Ermeni çeteleri sadece Anadolu'da savunmasız sivil Türkleri ve Kürtleri; Kafkasya tarafında da Çerkezleri katletmişlerdir. Yaptıkları katliamları ve yüz binlerce insanı göçe zorladıklarını övünerek anlatmışlardır. Bununla ilgili pek çok belge bölge ülkelerin arşivlerinde mevcuttur. Osmanlı devleti, Ermeni nüfusu geçici olarak başka bölgelere gönderme kararı alınmıştır. Bu karar çete saldırıların yoğun olduğu yerlerdeki Ermeni nüfusu kapsamaktadır. Yeri değiştirilen Ermeni nüfusun sayısı konusunda pek çok tezvirat ortada dolaşmaktadır. I. Dünya Savaşı öncesi Ermeni nüfusu 1 milyon 300 bin. Sayın Biden gibi konuşmuyorum.Şu anda 1 milyonun üzerinde arşivlerimizde belge var. Ben belgelere dayanarak konuşuyorum, sayın Biden gibi konuşmuyor. Acaba Amerika'nın arşivinde ne kadar belge var? Avrupa'da ne kadar belge var? Açabiliyor mu? Biz hodri meydan diyoruz. Ama bugüne kadar bu - çağrılara cevap veremediler.

İran'a ve Rusya'ya gidenlerle rakam 500 bine ulaşmaktadır. Dolayısıyla Amerika'nın kendi raporlarında bile sevke tabi tutulanların sayısı 600 bin olarak belirtilmektedir ki, gerçek rakam daha da azdır.
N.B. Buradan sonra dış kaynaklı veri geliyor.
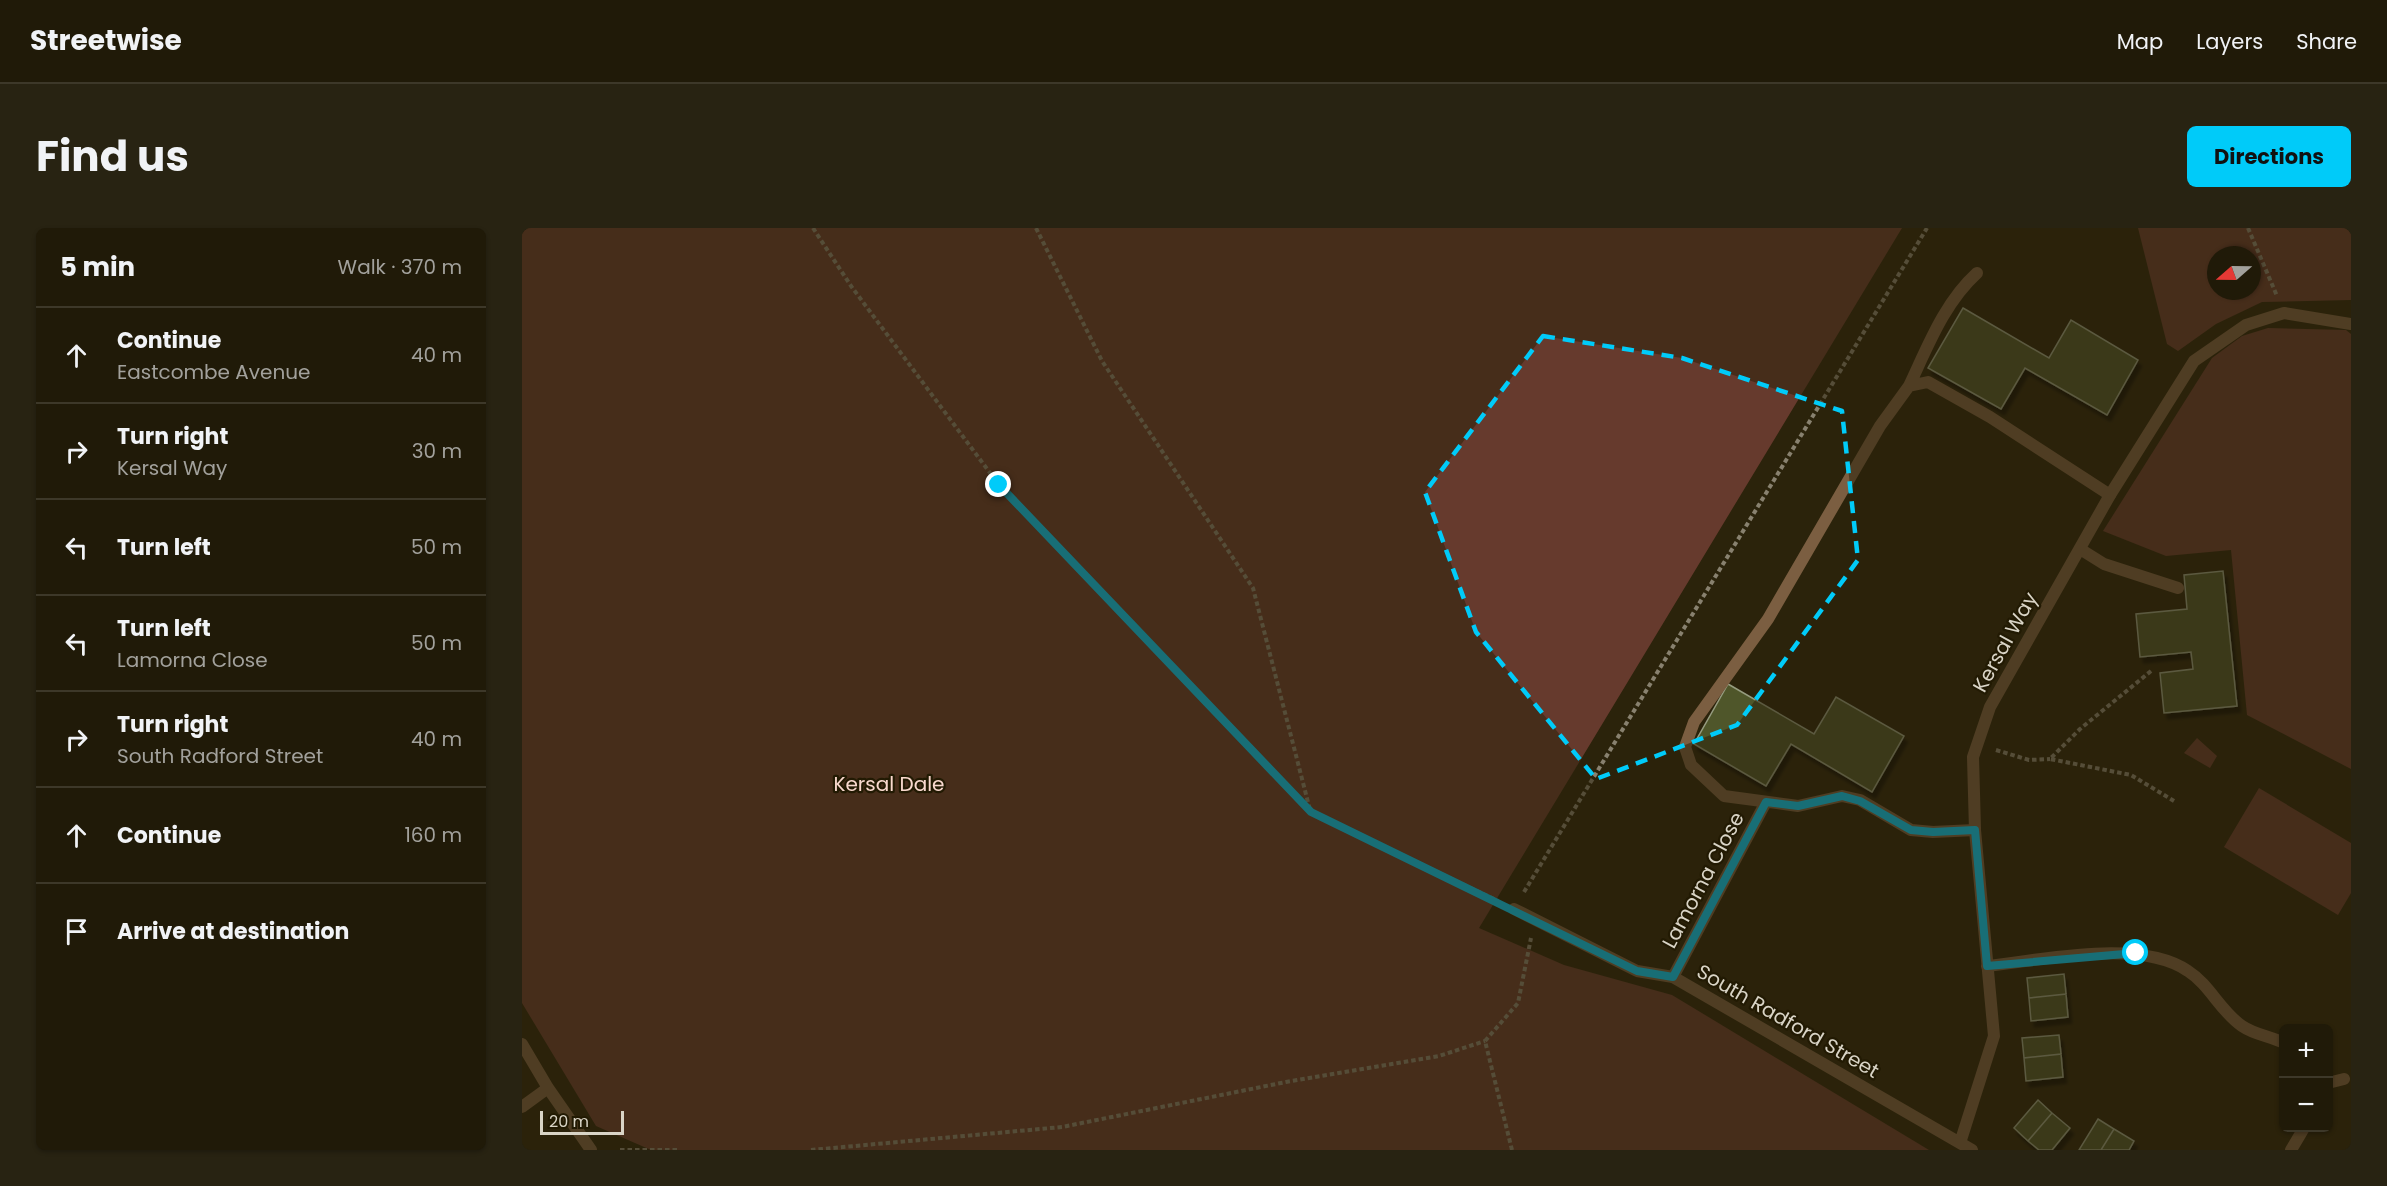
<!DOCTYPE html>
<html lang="en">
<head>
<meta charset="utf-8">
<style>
  :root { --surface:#201a08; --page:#282312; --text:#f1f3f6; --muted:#a2a19c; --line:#3d3829; --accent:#00cbf9 }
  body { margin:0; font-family:Poppins,sans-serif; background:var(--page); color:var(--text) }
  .controls { position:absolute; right:18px; bottom:18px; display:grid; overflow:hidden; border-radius:9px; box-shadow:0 2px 4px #0004 }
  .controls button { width:54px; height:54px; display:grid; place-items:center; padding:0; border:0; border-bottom:2px solid var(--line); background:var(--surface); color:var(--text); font:30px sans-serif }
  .compass { position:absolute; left:1685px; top:18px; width:54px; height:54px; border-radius:50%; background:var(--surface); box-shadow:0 2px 4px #0004; rotate:250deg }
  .scale { position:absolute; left:18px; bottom:15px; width:84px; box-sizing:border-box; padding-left:6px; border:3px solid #d9d4c6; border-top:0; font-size:16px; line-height:21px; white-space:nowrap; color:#d9d4c6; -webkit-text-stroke:4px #221a03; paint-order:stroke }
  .stop { position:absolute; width:18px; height:18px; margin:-14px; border:4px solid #00cbf9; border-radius:50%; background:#fff }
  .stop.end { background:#00cbf9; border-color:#fff; box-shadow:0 2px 6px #0008 }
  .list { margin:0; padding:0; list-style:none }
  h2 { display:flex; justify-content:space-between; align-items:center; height:78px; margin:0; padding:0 24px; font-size:26px }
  h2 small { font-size:20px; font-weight:400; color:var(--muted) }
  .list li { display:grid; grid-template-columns:39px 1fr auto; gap:18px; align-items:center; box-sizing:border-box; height:96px; padding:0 24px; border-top:2px solid var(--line) }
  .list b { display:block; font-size:22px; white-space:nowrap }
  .list p { margin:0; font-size:20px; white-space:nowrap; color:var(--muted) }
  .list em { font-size:20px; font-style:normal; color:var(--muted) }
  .icon { flex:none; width:33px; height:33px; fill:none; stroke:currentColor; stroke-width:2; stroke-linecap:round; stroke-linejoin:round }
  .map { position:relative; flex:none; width:1829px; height:922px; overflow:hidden; border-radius:9px }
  header { display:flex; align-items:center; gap:36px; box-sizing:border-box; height:84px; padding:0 30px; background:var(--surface); border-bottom:2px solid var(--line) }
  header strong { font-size:28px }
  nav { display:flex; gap:33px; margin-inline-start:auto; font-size:21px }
  .intro { display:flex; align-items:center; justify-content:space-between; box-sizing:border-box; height:144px; padding:0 36px }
  h1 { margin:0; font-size:42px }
  .button { padding:15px 27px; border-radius:9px; background:var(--accent); color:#111; font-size:21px; font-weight:700 }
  main { display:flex; gap:36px; padding:0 36px }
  aside { flex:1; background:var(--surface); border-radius:9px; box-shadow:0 2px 4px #0004 }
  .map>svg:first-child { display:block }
  .green { fill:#663a2d; fill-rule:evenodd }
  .building { fill:#50572a; stroke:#969c80; stroke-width:1.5; filter:url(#shadow) }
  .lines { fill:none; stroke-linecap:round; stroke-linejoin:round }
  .path { stroke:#88816f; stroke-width:4; stroke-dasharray:4.5 3; stroke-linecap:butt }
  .lane { stroke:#7b5e41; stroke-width:12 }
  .street { stroke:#7b5e41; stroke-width:12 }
  .route { stroke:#00cbf9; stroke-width:8 }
  .marked { fill:none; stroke:#00cbf9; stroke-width:4.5; stroke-dasharray:12 8; stroke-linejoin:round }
  .labels { text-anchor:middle; stroke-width:4.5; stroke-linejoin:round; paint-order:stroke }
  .street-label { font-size:20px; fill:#d9d4c6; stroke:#221a03 }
  .park-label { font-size:20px; fill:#f9d9ce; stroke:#221a03 }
</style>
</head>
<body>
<header>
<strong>Streetwise</strong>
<nav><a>Map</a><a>Layers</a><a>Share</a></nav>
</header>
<div class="intro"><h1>Find us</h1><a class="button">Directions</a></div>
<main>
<aside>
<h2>5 min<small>Walk · 370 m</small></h2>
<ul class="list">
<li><svg class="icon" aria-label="ahead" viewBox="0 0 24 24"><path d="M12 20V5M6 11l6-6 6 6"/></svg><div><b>Continue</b><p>Eastcombe Avenue</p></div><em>40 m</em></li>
<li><svg class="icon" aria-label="right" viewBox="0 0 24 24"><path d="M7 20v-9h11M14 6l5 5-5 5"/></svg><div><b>Turn right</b><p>Kersal Way</p></div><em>30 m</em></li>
<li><svg class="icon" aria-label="left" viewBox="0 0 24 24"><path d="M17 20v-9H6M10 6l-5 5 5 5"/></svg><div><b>Turn left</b></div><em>50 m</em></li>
<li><svg class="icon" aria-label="left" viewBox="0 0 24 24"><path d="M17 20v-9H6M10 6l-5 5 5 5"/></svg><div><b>Turn left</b><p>Lamorna Close</p></div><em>50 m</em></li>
<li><svg class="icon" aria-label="right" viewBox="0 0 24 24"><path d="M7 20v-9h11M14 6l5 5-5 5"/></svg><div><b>Turn right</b><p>South Radford Street</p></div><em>40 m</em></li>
<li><svg class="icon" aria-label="ahead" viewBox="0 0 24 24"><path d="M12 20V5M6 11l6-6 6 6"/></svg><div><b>Continue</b></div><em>160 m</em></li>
<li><svg class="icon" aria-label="arrive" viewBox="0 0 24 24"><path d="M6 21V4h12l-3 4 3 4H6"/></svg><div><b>Arrive at destination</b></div></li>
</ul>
</aside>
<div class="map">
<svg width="1829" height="922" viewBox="0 0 1829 922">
  <defs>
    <filter id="shadow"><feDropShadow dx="3.5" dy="6" stdDeviation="1.5" flood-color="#0009"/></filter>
  </defs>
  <rect width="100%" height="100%" fill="#2b230b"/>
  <path class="green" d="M0 0H1380L957 700 1042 737 1150 767 1407 922H129L74 898 0 775Z
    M1616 0H1829V72L1740 74 1694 96 1656 123 1645 116ZM1694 27H1730V63H1694Z
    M1746 100 1824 102 1829 106V541L1725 487 1709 322 1644 328 1581 303 1690 130 1720 108Z
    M1675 510 1695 528 1688 540 1662 525Z
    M1737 560 1829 615V665L1816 687 1702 619Z"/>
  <path class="building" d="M1441 80 1527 130 1549 92 1616 132 1585 187 1503 140 1479 181 1406 140Z
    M1701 343 1715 478 1642 485 1638 445 1671 441 1669 424 1618 429 1614 386 1665 381 1662 347Z
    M1206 456 1292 506 1314 469 1382 508 1350 564 1269 516 1244 558 1172 516Z
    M1542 746 1544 766 1507 770 1505 750Z
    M1544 766 1546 789 1509 793 1507 770Z
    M1537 807 1539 826 1502 830 1500 810Z
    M1539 826 1541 849 1504 853 1502 830Z
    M1516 872 1530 885 1506 913 1492 900Z
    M1530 885 1548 900 1530 922H1517L1506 913Z
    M1576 891 1592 901 1579 922H1557Z
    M1592 901 1612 913 1607 922H1579Z"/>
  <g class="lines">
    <path class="path" d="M291 0 329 58 477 257 789 584 976 673
      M514 0 580 133 731 360 788 582
      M1726 0 1755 68
      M1629 443 1558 501 1528 531 1609 547 1652 573
      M1474 522 1507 532 1528 531
      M1002 664 1405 0
      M98 922H155
      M289 922 540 899 764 854 917 828 963 813
      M990 922 963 813 996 775 1009 710"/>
    <path class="lane" d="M1387 158C1406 118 1422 75 1455 45
      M1558 321 1582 336 1656 360
      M1453 602 1411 604 1389 602 1338 572 1320 568 1276 578 1202 568 1169 537 1163 519 1172 494 1246 391 1358 198 1387 158 1406 154 1468 189 1588 267
      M1151 749 1244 574"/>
    <path class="street" d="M992 681 1115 743 1151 749 1450 922
      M1465 738C1522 732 1618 710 1666 743 1688 757 1698 783 1720 798 1733 807 1748 808 1762 815
      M0 816 26 860 69 922
      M1806 855 1822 851
      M0 879 26 860
      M1438 915 1472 808 1453 602 1451 529 1468 479 1588 267 1672 133 1724 97 1762 85 1829 96
      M1769 922 1782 900"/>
  </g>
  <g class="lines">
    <path class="route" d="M477 257 789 584 1115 743 1151 749 1244 574 1276 578 1320 568 1338 573 1389 602 1411 604 1453 602 1465 738 1614 725"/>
  </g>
  <path d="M0 0H1829V922H0ZM1021 108 1160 130 1320 183 1336 332 1215 497 1074 551 954 404 903 264Z" fill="#2b230b" fill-opacity=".55" fill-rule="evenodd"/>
  <path class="marked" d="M1021 108 1160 130 1320 183 1336 332 1215 497 1074 551 954 404 903 264Z"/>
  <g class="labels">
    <g class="street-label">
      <text transform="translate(1483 414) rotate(-61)" y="7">Kersal Way</text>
      <text transform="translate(1181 652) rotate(-62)" y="7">Lamorna Close</text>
      <text transform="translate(1266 793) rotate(30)" y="7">South Radford Street</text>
    </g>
    <g class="park-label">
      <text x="367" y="563">Kersal Dale</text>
    </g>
  </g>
</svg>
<div class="controls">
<button>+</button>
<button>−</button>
</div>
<svg class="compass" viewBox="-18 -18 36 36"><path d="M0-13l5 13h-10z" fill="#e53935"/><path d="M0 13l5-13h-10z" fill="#a2a19c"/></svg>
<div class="scale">20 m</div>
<div class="stop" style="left:1614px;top:725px"></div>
<div class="stop end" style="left:477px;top:257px"></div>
</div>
</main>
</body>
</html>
Salgın hastalık, asayiş sorunlarından veya güvenlik güçleriyle çatışarak hayatını kaybedenlerin sayısı 150 bini ancak bulmaktadır. Elbette bu 150 bin kişinin her biri candır ve elbette önemli rakamdır.

Ermeni tarihçiler kayıpların çoğunun cephedeki savaşlarda yaşandığını da belirtirler. Osmanlı devleti Ermeni nüfusu başka bir yere göndermemiş, kendi toprakları içinde yer değiştirtmiştir. Hazırlık için 1 hafta süre verilmiş, mazereti olanlar sevkten muaf tutulmuştur. Sevkte gereken idari tedbirler alınmış, gereken tahsisat yerel birimlere gönderilmiştir. Kimsesiz kalmış olan Ermeni çocuklara sahip çıkılarak kendileri için yetimhaneler kurulmuştur Sayın Biden.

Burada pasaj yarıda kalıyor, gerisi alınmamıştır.